**Extracted entries:**
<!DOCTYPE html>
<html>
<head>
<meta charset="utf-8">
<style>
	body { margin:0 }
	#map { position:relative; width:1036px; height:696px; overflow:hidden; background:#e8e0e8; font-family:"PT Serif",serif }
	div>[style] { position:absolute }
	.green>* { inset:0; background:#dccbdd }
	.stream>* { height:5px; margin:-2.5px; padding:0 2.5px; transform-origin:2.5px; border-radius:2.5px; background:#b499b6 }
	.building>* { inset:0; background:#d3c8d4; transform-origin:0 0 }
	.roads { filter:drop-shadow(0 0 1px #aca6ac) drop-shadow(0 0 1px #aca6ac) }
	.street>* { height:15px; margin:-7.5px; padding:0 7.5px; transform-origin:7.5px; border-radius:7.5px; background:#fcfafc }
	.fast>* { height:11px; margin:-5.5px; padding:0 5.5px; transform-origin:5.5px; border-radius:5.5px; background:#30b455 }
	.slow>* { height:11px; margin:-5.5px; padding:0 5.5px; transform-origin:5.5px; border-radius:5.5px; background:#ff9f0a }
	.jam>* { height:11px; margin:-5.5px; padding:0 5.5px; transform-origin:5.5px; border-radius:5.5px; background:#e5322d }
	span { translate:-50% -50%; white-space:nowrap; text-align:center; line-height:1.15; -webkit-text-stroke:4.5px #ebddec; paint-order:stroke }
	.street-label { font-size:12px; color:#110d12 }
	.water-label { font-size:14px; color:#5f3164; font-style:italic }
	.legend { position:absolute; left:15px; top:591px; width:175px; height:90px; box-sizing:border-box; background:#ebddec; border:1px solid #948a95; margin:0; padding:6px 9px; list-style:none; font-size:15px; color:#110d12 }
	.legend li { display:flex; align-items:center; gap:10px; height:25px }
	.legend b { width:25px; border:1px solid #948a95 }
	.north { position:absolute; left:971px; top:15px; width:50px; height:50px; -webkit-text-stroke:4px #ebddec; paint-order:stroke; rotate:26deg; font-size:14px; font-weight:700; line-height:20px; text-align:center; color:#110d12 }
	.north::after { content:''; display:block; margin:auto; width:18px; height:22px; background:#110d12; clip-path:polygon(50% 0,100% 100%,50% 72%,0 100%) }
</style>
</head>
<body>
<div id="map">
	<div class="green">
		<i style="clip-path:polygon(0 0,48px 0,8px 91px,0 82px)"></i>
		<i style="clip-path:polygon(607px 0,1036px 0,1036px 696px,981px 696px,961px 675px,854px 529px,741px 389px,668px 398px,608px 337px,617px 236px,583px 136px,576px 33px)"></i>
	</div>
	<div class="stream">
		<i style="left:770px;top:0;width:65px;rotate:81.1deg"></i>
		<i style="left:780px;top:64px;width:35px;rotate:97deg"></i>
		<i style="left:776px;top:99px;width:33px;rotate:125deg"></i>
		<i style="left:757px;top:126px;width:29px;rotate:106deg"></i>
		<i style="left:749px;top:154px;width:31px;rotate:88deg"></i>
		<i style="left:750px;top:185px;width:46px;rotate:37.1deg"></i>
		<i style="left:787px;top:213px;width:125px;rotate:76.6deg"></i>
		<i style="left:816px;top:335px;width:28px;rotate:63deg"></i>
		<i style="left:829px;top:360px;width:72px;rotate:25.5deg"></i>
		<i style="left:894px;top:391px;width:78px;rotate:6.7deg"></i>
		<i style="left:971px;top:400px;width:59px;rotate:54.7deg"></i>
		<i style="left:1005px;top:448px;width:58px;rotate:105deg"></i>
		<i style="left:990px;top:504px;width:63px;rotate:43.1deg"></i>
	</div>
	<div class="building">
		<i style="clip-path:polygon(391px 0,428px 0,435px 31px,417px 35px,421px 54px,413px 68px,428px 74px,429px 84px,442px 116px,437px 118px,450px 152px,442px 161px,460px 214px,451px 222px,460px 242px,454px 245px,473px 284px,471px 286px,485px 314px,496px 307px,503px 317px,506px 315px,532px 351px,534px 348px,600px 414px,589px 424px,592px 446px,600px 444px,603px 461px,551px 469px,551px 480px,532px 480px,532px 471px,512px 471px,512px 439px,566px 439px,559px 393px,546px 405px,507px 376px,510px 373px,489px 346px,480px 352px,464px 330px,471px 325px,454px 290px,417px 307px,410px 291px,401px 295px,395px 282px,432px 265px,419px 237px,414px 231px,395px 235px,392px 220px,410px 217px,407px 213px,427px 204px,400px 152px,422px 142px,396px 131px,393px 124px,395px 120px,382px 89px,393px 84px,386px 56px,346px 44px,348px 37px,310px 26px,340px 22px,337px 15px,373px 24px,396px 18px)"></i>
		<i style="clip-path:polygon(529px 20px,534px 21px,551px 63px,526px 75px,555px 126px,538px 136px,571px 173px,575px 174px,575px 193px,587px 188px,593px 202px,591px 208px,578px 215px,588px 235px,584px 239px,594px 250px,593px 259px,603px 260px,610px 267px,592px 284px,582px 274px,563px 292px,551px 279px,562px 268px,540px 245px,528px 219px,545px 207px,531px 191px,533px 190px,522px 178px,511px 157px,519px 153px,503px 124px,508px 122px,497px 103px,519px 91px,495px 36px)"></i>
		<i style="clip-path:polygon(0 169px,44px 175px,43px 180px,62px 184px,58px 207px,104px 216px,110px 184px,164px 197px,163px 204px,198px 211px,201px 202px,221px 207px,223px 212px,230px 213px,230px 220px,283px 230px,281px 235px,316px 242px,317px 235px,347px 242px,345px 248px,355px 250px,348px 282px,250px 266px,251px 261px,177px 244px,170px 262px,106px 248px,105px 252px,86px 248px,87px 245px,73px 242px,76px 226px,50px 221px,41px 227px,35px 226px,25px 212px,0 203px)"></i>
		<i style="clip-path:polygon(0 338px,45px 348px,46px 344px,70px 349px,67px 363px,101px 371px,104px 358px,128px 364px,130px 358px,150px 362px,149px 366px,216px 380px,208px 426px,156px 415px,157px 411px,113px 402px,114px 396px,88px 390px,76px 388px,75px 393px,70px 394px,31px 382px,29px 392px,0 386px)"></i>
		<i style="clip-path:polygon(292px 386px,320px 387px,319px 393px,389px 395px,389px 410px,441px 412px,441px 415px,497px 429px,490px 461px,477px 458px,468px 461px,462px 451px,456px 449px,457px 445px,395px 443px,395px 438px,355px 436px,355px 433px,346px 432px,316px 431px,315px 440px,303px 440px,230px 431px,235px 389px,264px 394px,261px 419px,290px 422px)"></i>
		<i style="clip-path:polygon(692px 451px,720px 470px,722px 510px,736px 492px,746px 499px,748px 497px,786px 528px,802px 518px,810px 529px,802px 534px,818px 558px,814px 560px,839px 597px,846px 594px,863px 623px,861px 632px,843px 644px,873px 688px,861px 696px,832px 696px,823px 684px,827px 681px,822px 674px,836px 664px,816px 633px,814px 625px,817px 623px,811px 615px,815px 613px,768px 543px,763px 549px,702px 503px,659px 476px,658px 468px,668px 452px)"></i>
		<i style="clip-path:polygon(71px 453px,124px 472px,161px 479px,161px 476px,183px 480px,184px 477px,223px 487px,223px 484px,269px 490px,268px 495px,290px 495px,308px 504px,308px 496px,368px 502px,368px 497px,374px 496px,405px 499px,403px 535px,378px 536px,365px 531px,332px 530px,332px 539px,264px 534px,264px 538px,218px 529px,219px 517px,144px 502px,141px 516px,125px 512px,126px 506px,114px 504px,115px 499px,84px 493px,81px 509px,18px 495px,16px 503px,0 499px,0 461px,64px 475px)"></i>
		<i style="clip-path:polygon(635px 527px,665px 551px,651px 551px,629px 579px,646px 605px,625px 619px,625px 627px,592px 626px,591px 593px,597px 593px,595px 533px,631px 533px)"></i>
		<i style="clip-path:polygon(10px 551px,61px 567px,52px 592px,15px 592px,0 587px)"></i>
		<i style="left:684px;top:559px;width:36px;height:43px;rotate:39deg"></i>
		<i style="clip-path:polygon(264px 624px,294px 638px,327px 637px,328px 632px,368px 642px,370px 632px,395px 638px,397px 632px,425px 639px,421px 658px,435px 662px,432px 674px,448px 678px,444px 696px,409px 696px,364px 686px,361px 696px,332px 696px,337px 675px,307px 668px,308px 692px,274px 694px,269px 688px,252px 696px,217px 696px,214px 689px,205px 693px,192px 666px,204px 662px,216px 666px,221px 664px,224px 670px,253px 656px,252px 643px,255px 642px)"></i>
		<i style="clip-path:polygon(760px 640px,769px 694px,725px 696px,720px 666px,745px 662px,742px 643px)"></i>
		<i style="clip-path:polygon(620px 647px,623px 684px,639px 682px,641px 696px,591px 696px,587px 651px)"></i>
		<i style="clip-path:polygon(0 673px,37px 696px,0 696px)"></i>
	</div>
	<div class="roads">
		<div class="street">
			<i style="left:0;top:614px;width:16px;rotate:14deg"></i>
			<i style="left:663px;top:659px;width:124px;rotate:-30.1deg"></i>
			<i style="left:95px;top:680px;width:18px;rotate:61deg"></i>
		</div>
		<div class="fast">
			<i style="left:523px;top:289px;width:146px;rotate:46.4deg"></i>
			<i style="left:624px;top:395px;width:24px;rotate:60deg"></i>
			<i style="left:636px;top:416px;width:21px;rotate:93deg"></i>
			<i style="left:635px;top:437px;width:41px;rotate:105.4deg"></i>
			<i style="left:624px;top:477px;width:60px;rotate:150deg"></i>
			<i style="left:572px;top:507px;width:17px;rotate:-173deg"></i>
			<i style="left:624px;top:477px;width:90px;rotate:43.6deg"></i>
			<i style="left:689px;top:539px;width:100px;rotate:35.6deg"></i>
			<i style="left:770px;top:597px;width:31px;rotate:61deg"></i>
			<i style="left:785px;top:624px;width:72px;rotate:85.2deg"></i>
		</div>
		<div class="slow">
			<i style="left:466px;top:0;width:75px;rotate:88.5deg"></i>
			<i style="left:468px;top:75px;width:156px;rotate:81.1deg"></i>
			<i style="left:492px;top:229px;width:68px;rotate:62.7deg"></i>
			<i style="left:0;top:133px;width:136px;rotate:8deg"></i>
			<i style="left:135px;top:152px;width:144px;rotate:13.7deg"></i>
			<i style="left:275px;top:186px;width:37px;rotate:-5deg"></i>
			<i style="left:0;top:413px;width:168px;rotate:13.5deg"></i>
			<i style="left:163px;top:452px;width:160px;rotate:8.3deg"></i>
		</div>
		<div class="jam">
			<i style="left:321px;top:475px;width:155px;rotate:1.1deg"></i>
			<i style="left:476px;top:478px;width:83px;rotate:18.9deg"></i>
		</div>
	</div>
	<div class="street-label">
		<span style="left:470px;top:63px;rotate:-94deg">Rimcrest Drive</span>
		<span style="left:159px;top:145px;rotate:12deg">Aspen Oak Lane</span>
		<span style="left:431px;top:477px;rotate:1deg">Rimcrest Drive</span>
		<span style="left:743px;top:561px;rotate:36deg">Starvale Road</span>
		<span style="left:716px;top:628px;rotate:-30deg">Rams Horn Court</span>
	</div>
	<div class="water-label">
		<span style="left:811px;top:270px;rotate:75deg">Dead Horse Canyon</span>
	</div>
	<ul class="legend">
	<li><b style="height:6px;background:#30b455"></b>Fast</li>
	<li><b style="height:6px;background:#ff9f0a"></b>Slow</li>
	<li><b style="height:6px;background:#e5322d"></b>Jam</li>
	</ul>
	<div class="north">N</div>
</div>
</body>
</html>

**What you will do:**
Working from the entries above, return all lines that contain "stream".

**Output for this exercise:**
	.stream>* { height:5px; margin:-2.5px; padding:0 2.5px; transform-origin:2.5px; border-radius:2.5px; background:#b499b6 }
	<div class="stream">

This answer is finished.